Sometimes a real conversation is more powerful than any fruit bowl or free yoga class that we don’t have time to attend. This is what I call wellbeing-lite (inspired by journalist Sarah Wilson on her use of lite when something is not the full, real version). We see organisations offer the bare minimum and hashtag #wellbeingatwork every time they run exercise classes at work.
Only time will tell whether Xero’s new role has legs, but it sure is a promising sign that a large organisation is suppporting the proven fact that wellbeing leads to increased performance. I’m crossing my fingers in the hope that this is a growing trend, and I firmly believe that organisations that want to stay ahead, should add this role to their structure, at least until wellbeing is fully embedded within their culture.
After all, people flourishing should be every employer’s responsibility, as well as a personal commitment from individuals. Shouldn’t we all have the right to thrive?
Recently, I’ve had an a-ha moment about what it is to practice wellbeing-full at work, not the lite version of yoga sessions, fruit bowls and EAP services.
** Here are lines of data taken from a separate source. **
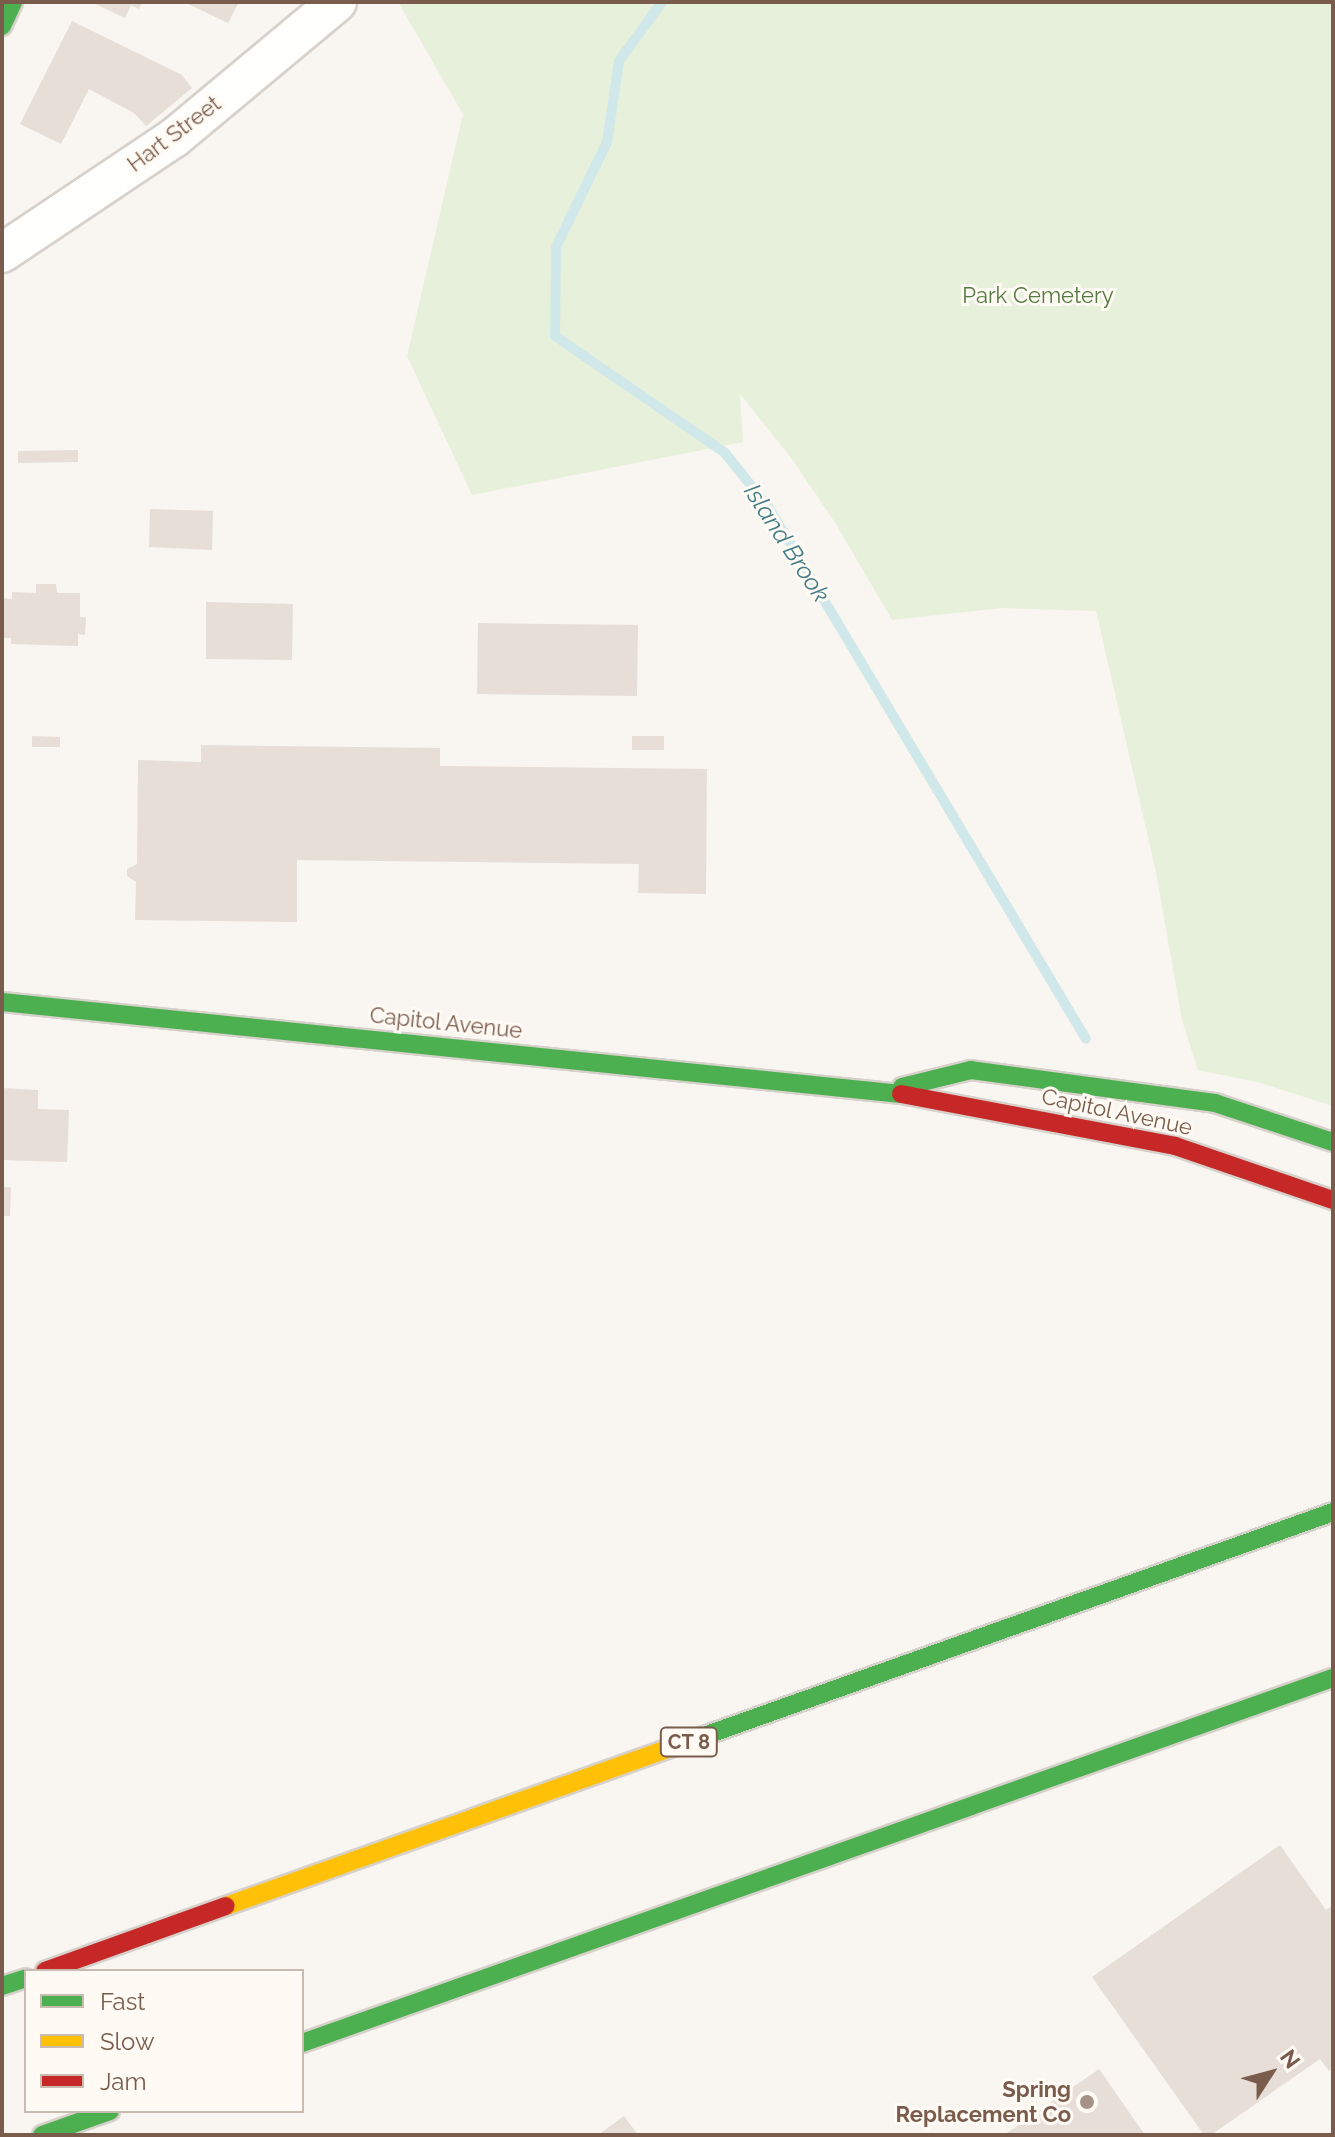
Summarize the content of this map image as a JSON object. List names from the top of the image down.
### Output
{
  "streets": {
    "main road": ["Capitol Avenue", "CT 8"],
    "street": ["Hart Street"]
  },
  "water": ["Island Brook"],
  "parks": ["Park Cemetery"],
  "places": ["Spring Replacement Co"],
  "legend": ["Fast", "Slow", "Jam"],
  "north": "top right"
}
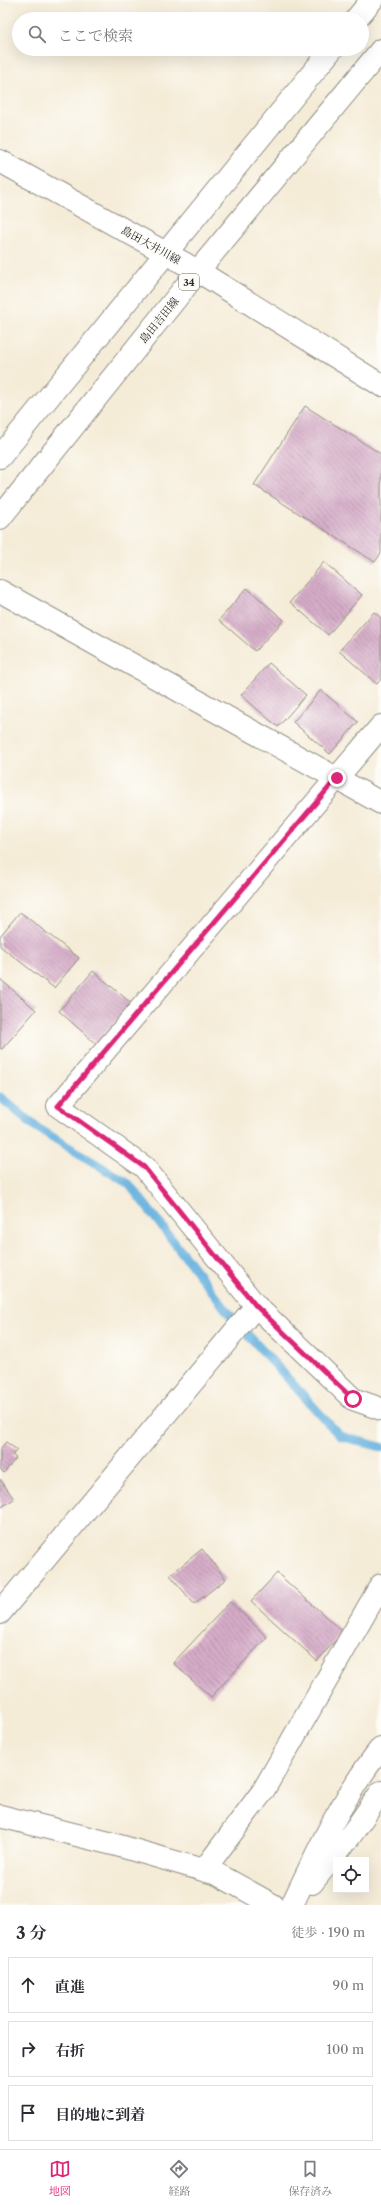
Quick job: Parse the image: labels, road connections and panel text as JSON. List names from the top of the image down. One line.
{"streets":{"main road":["島田大井川線","34","島田吉田線"]},"crossings":[["島田大井川線","島田吉田線"]],"page":{"search":"ここで検索","heading":["3 分","徒歩 · 190 m"],"list":[["直進","90 m"],["右折","100 m"],"目的地に到着"],"nav":["地図","経路","保存済み"]}}
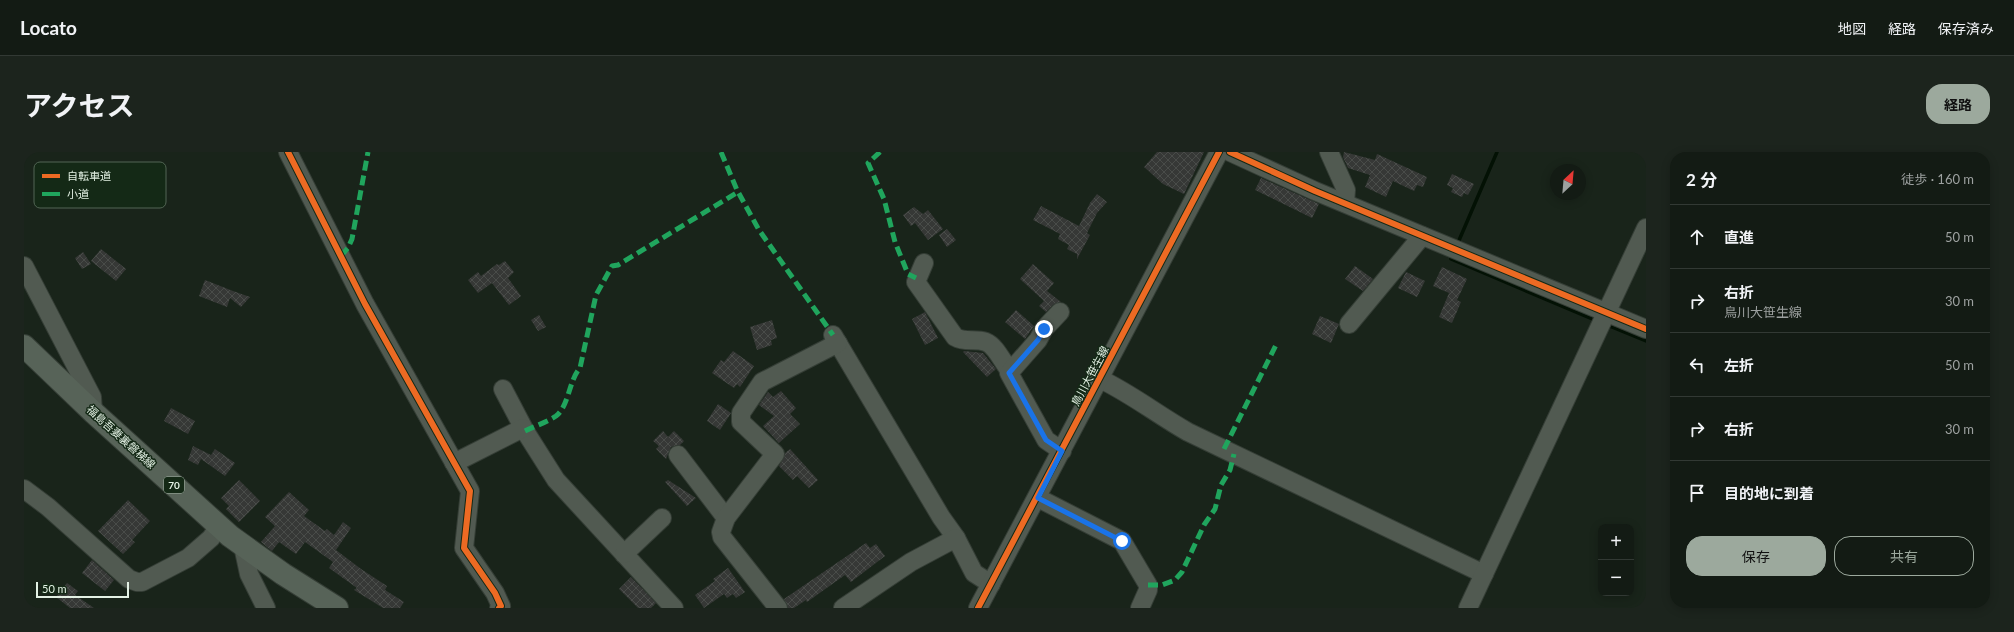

Wellbeing-full makes wellbeing a core strategic focus, not a perk or an afterthought. It is when our organisation helps people navigate adaptive challenges with a 21st century mindset. It’s about trust, adaptability and kindness. By intentionally designing our organisations using these principles people are more likely to do well despite the rampant challenges we face today. It’s a journey of discovery, experimentation and development.
We need this now more than ever before, so that individuals function well, feel good and are better equipped to not only perform, but also create a wellbeing economy. An economy where both people and planet flourish.
What would happen to people’s relationships with themselves, their families and the natural world if they had a wellbeing-full work experience? We spend on average 260 days a year working, so imagine the ripple effect on organisational performance and how people show up in life.
As the Wellbeing Economy Alliance describes it: “[…] a wellbeing economy is designed with a different purpose: it starts with the idea that the economy should serve people and communities, first and foremost.”
Wellbeing used to be a perk and box-ticking exercise for legacy organisations, but is now a vital part of what makes us thriving agents of our future. During crisis, humans are programmed to connect, so let’s use this time to double down on our wellbeing impact, to not only imagine a new reality but to create a sustainable future for organisations and humanity.
Let’s go wellbeing-full. All in, together.